Warning! Information Science Ahead

I have a terrible habit of ignoring some of my work-related feeds in favor of the non-worked related video game or hardware enthusiast feeds but this morning I decided to actually read the headlines on my ReadWriteWeb feed and managed to fine not one, but two good articles.

The first, and most interesting, by Marshall Kirkpatrick, discusses the Semantic Web.  The article, Will the Semantic Web Have a Gender?, is what I read as one of the first (or maybe I’ve just missed those articles) deconstructionist arguments about the Semantic Web.  The article veers away from it’s titular focus and delves a bit more into the nature and definition of knowledge and looks at the viability of current epistemological leanings as they pertain to the development of the semantic web and makes for really fascinating reading.  The article isn’t particularly in depth but it is certainly thought provoking and well worth a read.

The second article, by Sarah Perez, discusses in brief the development of Facebook Connect. Facebook Connect is Facebook’s attempt to use their social networking service as a sort of hub for all your social networking needs allowing you to pull in and aggregate your various social networking activites.  My recent adoption of the Digsby client has definatley shown me the allure of that prospect and I will certainly be keeping an eye on that project.  Perez, also mentions how Facebook has changed quite a bit over the years from its initial exclusionary practices to a more open network.  Again interesting stuff that if your interesting in the social web either from an academic, profesional or personal perspective might be worth a read.

Anyhoo, I now return you to your regularly scheduled geek programming.


A Slight Frustration- Libraries and the ‘Net

I’ve been working on redesign of our library website.  Now I’m not a professional…at all and nearly everything I’ve learned about web design is stuff I’ve picked within the last year so take whatever I have to say with a (very minuscule) grain of salt.  I’ve gone from a straight HTML design to xhtml to PHP (which is where I’m staying dammit!) all three enhanced and spiced up via CSS.  Now one of the main tenets of CSS is the obligatory “Tables are Bad!”  At least from a design perspective.  Tables are to house data/information and SHOULD NOT be used in the LAYOUT of a web page.  Which is where CSS comes in.  Admittedly designing a layout via CSS that is accessible and (nigh) identical across a variety of browsers IS a bit of an uphill battle but the payoff, especially in terms of code simplicity,  is absolutely worth it.

In order to fuel my erstwhile designing I’ve been visiting a number of (mostly local) library websites in order to get a feel not only for how they have their websites laid out but for how they handle their coding as well.  Unfortunately what I’ve noticed is an increasing divide between current Web Design (from the professional world) and Web Design (in the library world).
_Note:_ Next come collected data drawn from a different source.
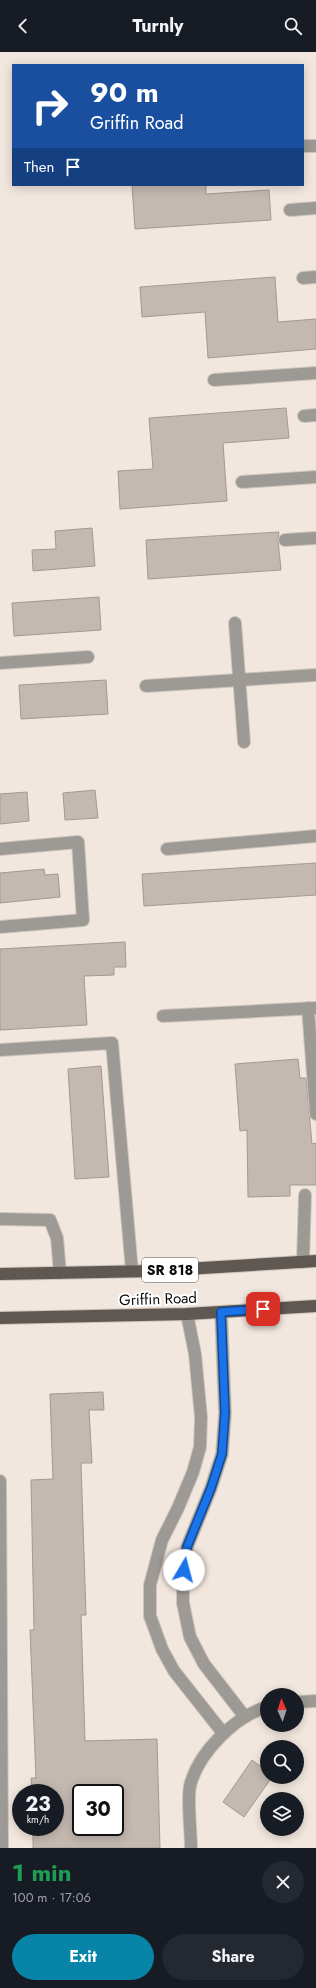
<!DOCTYPE html>
<meta charset="utf-8">
<style>
body{margin:0;font-family:Jost,sans-serif;background:#242831;color:#f1f3f6;height:100vh;display:flex;flex-direction:column;font-size:15px;white-space:nowrap}
*{box-sizing:border-box;margin:0}
p{font-size:13px;color:#9ea1a6}
.icon{flex:none;width:22px;height:22px;fill:none;stroke:currentColor;stroke-width:2;stroke-linecap:round;stroke-linejoin:round}
.map{position:relative;height:1796px;overflow:hidden}
.side{display:flex;flex-direction:column;background:#171b24;flex:1}
.side>*{flex:none}
.banner{position:absolute;left:12px;top:12px;width:292px;height:122px;border-radius:0px;box-shadow:0 2px 10px #0003;background:#1a4fa0;color:#fff;overflow:hidden}
.needle{width:26px;rotate:357deg}
.fabs{position:absolute;left:260px;top:1636px;display:grid;gap:8px}
.fabs a{display:grid;place-items:center;width:44px;height:44px;border-radius:50%;background:#171b24;box-shadow:0 2px 10px #0003;font-size:20px}
.speed{position:absolute;left:12px;top:1732px;display:flex;gap:8px;font-size:20px;font-weight:700;text-align:center}
.speed>*{display:grid;place-content:center;width:52px;height:52px;border-radius:50%;background:#171b24;box-shadow:0 2px 10px #0003;line-height:1}
.speed small{font-size:10px;font-weight:400}
.speed .limit{border:2px solid #111;border-radius:6px;background:#fff;color:#111}
.pin{position:absolute;display:grid;place-items:center;width:34px;height:34px;color:#fff;margin:-17px;border-radius:8px;box-shadow:0 2px 6px #0006}
.me{position:absolute;width:44px;margin:-22px;rotate:8deg;stroke-linejoin:round;filter:drop-shadow(0 0 3px #0008)}
.turn{display:flex;align-items:center;gap:14px;height:84px;padding:0 12px;font-size:18px}
.turn .icon{width:52px;height:52px;stroke-width:2.5}
.turn b{display:block;font-size:28px;line-height:34px}
.then{display:flex;align-items:center;height:38px;padding:0 12px;background:#0003;gap:8px;font-size:15px}
.round{display:grid;place-items:center;flex:none;width:42px;height:42px;border-radius:21px;background:#242831}
.head{display:flex;align-items:center;justify-content:space-between;height:68px;padding:0 12px}
h1{font-size:24px;font-weight:700;line-height:30px;color:#1e9e55}
.primary-button{display:flex;gap:8px;margin-top:auto;padding:8px 12px}
.primary-button a{flex:1;height:46px;border-radius:24px;background:#0784a8;color:#fff;font-size:16px;font-weight:700;line-height:46px;text-align:center}
.primary-button a+a{background:#242831;color:#f1f3f6}
header{display:flex;justify-content:space-between;align-items:center;height:52px;padding:0 12px;background:#171b24;font-size:18px;font-weight:700}
.map>svg:first-child{display:block}
</style>
<header><svg class="icon" aria-label="back" viewBox="0 0 24 24"><path d="M15 5l-7 7 7 7"/></svg>Turnly<svg class="icon" aria-label="search" viewBox="0 0 24 24"><circle cx="10" cy="10" r="6"/><path d="M15 15l6 6"/></svg></header>
<div class="map">
<svg width="316" height="1796" viewBox="0 0 316 1796">
<rect width="100%" height="100%" fill="#f2e7de"/>
<!-- building -->
<g fill="#c4b9b1" stroke="#a39990" fill-rule="evenodd">
<polygon points="132,133 206,133 206,142 269,138 271,168 135,177"/>
<polygon points="275,225 278,270 316,267 316,297 208,306 205,260 142,265 140,235"/>
<polygon points="286,356 289,386 223,391 227,449 120,457 118,419 153,417 149,366"/>
<polygon points="92,476 95,514 33,519 32,498 56,497 55,479"/>
<polygon points="279,480 278,488 281,518 148,527 146,488"/>
<polygon points="99,545 101,578 14,584 12,551"/>
<polygon points="106,628 108,662 21,667 19,633"/>
<polygon points="95,738 98,766 65,768 63,741"/>
<polygon points="27,740 29,769 0,772 0,742"/>
<polygon points="316,811 316,843 144,854 142,822"/>
<polygon points="44,817 45,823 58,822 60,845 0,851 0,821"/>
<polygon points="125,890 126,915 114,915 114,923 84,924 87,973 0,978 0,897"/>
<polygon points="298,1007 300,1026 306,1026 312,1092 316,1091 316,1133 290,1133 290,1144 248,1145 247,1078 240,1079 235,1012"/>
<polygon points="101,1014 109,1125 75,1127 68,1017"/>
<path d="M103 1340 104 1358H89L92 1411H81L86 1563H81L85 1689 157 1687 160 1796H33V1775H55V1741H32L31 1726H36L30 1578H34L31 1428 53 1427 50 1342ZM81 1741H115V1775H81Z"/>
<polygon points="252,1708 267,1719 267,1725 272,1725 244,1765 223,1750"/>
</g>
<g fill="none" stroke-linecap="round" stroke-linejoin="round">
<defs>
<g id="minor">
<polyline points="303,94 316,94"/>
<polyline points="290,158 316,156"/>
<polyline points="303,226 316,225"/>
<polyline points="214,328 316,321"/>
<polyline points="304,364 316,363"/>
<polyline points="242,430 316,425"/>
<polyline points="285,488 316,486"/>
<polyline points="235,571 244,690"/>
<polyline points="0,611 88,605"/>
<polyline points="146,634 316,623"/>
<polyline points="0,797 78,790 83,868 0,875"/>
<polyline points="167,797 316,784"/>
<polyline points="308,956 316,1062"/>
<polyline points="163,964 316,956"/>
<polyline points="0,998 112,991 132,1219"/>
<polyline points="0,1167 50,1168 57,1186 60,1221"/>
<polyline points="303,1210 305,1143"/>
<polyline points="221,1260 225,1361 222,1402 211,1436 187,1495 183,1529 183,1551 190,1585 204,1612 245,1665"/>
<polyline points="187,1262 195,1302 201,1365 200,1395 193,1420 178,1456 162,1488 150,1533 150,1564 162,1597 174,1619 223,1681"/>
<polyline points="0,1429 2,1796"/>
<polyline points="297,1650 316,1649"/>
<path d="M191 1796C191 1780 187 1748 190 1734 198 1701 235 1664 267 1655"/>
</g>
<g id="major">
<polyline points="0,1222 153,1219 316,1209"/>
<polyline points="0,1266 187,1262 316,1254"/>
</g>
</defs>
<!-- minor casing -->
<use href="#minor" stroke="#cec4bc" stroke-width="14"/>
<!-- major casing -->
<use href="#major" stroke="#cec4bc" stroke-width="14"/>
<!-- minor -->
<use href="#minor" stroke="#9d9995" stroke-width="12"/>
<!-- major -->
<use href="#major" stroke="#5f5751" stroke-width="12"/>
</g>
<g fill="none" stroke-linecap="round" stroke-linejoin="round">
<defs>
<polyline id="route" points="184,1518 187,1495 211,1436 222,1402 225,1361 221,1260 263,1257"/>
</defs>
<!-- route casing -->
<use href="#route" stroke="#114b97" stroke-width="10"/>
<!-- route -->
<use href="#route" stroke="#1a73e8" stroke-width="7"/>
</g>
<g text-anchor="middle" stroke-width="4" stroke-linejoin="round" paint-order="stroke">
<!-- shield labels -->
<rect fill="#fff" stroke="#565452" stroke-width="1" x="142" y="1206" width="56" height="24" rx="3"/>
<g font-size="14" font-weight="bold" fill="#0e0b08">
<text x="170" y="1223">SR 818</text>
</g>
<!-- street labels -->
<g font-size="15" fill="#0e0b08" stroke="#fff">
<text transform="translate(158 1247) rotate(-2)" y="5">Griffin Road</text>
</g>
</g>
</svg>
<div class="fabs">
<a><svg class="needle" viewBox="-14 -14 28 28"><path d="M0-13l5 13h-10z" fill="#e53935"/><path d="M0 13l5-13h-10z" fill="#9ea1a6"/></svg></a>
<a><svg class="icon" aria-label="search" viewBox="0 0 24 24"><circle cx="10" cy="10" r="6"/><path d="M15 15l6 6"/></svg></a>
<a><svg class="icon" aria-label="layers" viewBox="0 0 24 24"><path d="M12 4l9 5-9 5-9-5zM3 14l9 5 9-5"/></svg></a>
</div>
<div class="speed"><div>23<small>km/h</small></div><div class="limit">30</div></div>
<div class="pin" style="left:263px;top:1257px;background:#d93025"><svg class="icon" aria-label="arrive" viewBox="0 0 24 24"><path d="M6 21V4h12l-3 4 3 4H6"/></svg></div>
<svg class="me" style="left:184px;top:1518px" viewBox="-20 -20 40 40"><circle r="19" fill="#fff"/><path d="M0-13L10 11 0 6-10 11z" fill="#1a73e8"/></svg>
<div class="banner">
<div class="turn"><svg class="icon" aria-label="right" viewBox="0 0 24 24"><path d="M7 20v-9h11M14 6l5 5-5 5"/></svg><div><b>90 m</b>Griffin Road</div></div>
<div class="then">Then<svg class="icon" aria-label="arrive" viewBox="0 0 24 24"><path d="M6 21V4h12l-3 4 3 4H6"/></svg></div>
</div>
</div>
<section class="side">
<div class="head"><div><h1>1 min</h1><p>100 m · 17:06</p></div><a class="round"><svg class="icon" aria-label="close" viewBox="0 0 24 24"><path d="M6 6l12 12M18 6L6 18"/></svg></a></div>
<div class="primary-button"><a>Exit</a><a>Share</a></div>
</section>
Take a look at Princeton Public Library’s web page. I admit their design is attractive but a glance at their code reveals that, while readable, it lacks in some areas.  Most of the major content is delivered via tables, contains a fair amount of inline styling (again with the tables in particular), and a uses bunch of repeated code (header and footer).  Even if you didn’t want to use CSS for layout you could move the inline table styling to a style sheet (especially since most of the tables are contained in a div with a unique id).  Furthermore switching to PHP would allow a simple include once call for both the header and the footer leaving only the major content of each page.  I simplify of course, it is probably slightly more complicated than that, but designing an elegantly coded well designed page is within reach.
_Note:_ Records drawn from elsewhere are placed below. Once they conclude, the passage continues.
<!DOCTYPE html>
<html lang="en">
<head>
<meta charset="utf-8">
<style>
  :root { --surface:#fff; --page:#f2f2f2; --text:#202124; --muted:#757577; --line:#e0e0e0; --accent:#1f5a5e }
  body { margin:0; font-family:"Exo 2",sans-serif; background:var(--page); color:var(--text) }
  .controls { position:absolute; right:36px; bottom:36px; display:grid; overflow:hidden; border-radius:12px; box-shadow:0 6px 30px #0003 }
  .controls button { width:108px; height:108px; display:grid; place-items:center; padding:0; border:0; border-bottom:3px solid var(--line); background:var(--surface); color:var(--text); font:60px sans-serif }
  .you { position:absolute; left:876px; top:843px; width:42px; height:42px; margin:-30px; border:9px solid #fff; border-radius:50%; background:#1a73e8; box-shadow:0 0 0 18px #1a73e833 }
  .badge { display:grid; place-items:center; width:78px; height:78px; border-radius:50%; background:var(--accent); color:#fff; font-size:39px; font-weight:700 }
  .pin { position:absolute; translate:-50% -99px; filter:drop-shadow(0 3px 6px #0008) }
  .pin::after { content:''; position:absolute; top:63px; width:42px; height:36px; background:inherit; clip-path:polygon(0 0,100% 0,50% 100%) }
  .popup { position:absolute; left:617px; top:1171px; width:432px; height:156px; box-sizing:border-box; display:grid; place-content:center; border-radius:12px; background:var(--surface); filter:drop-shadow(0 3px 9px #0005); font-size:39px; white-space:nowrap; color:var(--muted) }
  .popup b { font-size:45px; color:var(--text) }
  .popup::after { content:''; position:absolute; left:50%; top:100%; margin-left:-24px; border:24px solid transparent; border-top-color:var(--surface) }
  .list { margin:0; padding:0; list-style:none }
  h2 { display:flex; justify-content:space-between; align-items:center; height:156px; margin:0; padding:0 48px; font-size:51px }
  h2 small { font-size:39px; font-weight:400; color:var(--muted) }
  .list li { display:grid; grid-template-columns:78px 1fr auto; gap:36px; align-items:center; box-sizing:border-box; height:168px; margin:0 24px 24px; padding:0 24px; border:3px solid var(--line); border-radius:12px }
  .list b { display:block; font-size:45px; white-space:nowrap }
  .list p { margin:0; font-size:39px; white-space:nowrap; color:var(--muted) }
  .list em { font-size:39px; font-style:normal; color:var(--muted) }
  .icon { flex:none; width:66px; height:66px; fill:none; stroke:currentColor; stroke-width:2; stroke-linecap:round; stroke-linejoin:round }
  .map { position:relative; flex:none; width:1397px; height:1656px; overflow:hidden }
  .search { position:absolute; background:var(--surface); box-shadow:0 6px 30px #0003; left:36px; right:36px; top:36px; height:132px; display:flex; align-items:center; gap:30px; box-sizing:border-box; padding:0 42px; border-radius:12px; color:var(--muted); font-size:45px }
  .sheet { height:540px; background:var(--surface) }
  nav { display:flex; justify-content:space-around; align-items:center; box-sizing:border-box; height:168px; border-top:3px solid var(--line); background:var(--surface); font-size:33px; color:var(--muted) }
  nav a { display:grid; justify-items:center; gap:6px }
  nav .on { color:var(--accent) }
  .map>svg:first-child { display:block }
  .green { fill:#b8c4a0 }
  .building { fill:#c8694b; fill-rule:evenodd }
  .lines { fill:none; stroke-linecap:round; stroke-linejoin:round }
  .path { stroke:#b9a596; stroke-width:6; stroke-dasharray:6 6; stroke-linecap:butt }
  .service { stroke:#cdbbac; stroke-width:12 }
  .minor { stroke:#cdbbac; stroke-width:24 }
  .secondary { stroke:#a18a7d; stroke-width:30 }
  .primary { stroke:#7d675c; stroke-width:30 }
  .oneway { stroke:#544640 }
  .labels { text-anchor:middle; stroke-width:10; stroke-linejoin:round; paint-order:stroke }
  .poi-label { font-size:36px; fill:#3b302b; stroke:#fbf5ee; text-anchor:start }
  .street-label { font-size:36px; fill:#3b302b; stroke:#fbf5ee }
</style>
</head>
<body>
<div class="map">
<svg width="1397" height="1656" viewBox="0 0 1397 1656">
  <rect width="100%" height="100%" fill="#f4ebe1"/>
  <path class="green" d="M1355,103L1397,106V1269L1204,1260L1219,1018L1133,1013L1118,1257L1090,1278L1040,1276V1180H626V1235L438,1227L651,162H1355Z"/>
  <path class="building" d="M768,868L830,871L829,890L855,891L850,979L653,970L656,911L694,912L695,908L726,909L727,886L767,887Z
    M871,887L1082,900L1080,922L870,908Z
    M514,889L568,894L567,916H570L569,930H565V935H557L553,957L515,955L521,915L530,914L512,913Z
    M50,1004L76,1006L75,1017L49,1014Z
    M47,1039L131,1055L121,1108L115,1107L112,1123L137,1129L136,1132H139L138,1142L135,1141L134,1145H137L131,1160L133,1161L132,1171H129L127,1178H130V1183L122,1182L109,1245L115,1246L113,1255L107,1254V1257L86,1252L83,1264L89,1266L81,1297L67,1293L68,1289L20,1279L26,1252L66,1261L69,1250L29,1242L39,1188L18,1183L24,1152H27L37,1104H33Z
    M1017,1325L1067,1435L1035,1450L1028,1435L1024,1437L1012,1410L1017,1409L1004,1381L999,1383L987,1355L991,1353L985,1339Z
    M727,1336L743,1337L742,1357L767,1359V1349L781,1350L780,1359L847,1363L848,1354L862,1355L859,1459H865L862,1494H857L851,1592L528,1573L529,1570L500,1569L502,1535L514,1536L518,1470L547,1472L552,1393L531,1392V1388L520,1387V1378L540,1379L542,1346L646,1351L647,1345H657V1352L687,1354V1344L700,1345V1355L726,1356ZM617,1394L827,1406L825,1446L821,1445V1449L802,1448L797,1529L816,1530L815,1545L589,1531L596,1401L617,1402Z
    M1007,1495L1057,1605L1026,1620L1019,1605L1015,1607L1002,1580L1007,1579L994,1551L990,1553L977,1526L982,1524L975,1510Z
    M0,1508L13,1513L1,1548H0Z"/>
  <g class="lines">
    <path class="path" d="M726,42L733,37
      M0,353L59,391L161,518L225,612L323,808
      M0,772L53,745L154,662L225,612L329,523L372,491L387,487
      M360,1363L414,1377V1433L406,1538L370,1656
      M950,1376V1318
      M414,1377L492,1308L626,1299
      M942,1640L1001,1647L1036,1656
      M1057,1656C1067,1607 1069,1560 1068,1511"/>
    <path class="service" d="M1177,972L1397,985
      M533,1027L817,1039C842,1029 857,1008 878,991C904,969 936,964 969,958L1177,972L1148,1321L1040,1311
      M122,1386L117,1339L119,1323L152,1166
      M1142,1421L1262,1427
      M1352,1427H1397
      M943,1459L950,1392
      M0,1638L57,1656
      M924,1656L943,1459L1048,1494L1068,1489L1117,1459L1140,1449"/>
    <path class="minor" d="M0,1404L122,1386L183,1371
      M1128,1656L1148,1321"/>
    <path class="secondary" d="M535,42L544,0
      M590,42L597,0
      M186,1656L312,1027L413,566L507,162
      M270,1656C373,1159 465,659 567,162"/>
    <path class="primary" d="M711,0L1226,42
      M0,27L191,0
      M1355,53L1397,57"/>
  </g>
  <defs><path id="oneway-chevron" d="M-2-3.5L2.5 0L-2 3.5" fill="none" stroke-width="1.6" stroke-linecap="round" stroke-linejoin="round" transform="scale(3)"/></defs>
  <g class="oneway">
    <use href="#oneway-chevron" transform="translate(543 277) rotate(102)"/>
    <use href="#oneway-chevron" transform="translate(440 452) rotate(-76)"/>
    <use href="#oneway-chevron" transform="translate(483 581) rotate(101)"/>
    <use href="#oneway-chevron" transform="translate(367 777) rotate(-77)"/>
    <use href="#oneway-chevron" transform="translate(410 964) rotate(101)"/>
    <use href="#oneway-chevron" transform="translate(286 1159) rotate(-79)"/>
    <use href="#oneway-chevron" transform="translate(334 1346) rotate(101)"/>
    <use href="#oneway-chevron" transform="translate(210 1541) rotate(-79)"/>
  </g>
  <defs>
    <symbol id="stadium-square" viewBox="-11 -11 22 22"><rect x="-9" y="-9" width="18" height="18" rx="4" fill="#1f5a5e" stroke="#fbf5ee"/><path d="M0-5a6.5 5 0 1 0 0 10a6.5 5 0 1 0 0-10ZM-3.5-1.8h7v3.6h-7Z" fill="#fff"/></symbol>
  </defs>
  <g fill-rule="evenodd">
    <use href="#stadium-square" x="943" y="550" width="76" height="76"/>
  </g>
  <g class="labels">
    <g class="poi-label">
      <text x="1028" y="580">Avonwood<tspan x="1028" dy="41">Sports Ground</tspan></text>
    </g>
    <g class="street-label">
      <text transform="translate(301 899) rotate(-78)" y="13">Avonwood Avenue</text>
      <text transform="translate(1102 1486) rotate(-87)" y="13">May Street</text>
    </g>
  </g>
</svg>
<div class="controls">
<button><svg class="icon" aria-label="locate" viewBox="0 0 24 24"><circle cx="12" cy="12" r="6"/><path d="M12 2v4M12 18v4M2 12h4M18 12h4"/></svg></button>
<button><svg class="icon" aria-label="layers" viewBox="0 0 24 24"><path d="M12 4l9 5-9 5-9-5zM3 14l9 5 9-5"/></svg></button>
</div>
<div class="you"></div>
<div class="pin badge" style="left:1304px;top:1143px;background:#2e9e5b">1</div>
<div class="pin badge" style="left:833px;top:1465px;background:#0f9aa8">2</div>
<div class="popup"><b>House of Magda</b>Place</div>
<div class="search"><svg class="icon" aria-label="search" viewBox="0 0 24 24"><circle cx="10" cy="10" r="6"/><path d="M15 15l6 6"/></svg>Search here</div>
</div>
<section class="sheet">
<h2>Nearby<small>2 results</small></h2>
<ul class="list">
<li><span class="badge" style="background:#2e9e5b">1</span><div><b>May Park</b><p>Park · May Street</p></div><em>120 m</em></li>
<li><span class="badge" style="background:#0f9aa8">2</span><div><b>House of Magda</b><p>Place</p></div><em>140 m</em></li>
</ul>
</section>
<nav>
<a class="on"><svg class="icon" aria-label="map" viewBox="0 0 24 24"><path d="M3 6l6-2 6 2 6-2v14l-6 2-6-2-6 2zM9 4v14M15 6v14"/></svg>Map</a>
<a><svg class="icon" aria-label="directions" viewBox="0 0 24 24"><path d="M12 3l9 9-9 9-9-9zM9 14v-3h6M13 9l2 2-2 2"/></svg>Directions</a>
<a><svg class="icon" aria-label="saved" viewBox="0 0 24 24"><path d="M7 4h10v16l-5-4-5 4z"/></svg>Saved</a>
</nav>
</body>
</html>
In terms of content PPL is a great example, I’ve seen some truly disgusting designs out there, and melding design with content, especially for libraries in this age of integrated services, isn’t exactly an easy task but that doesn’t mean that current web design practices and standards are inapplicable to libraries.  I’ve developed almost a perverse habit of running library websites through the W3C Validation service and have been almost universally disappointed with the results.  I suppose I’d have more to complain about if the choice in coding actually interfered in the operation of the web pages in question, as of now it doesn’t, but I still find it a little depressing that, if not out right ignored, current Web standards seems to be such a low priority for library web pages.

There is more I could say on this, but I’m already rambling and I have a stack of magazines that need to be checked in and shelved, so maybe more later.

Also if anyone knows of any literature, from either side of the information world (web designers/analysts, librarians, etc.) that discuss this please feel free to point in that direction.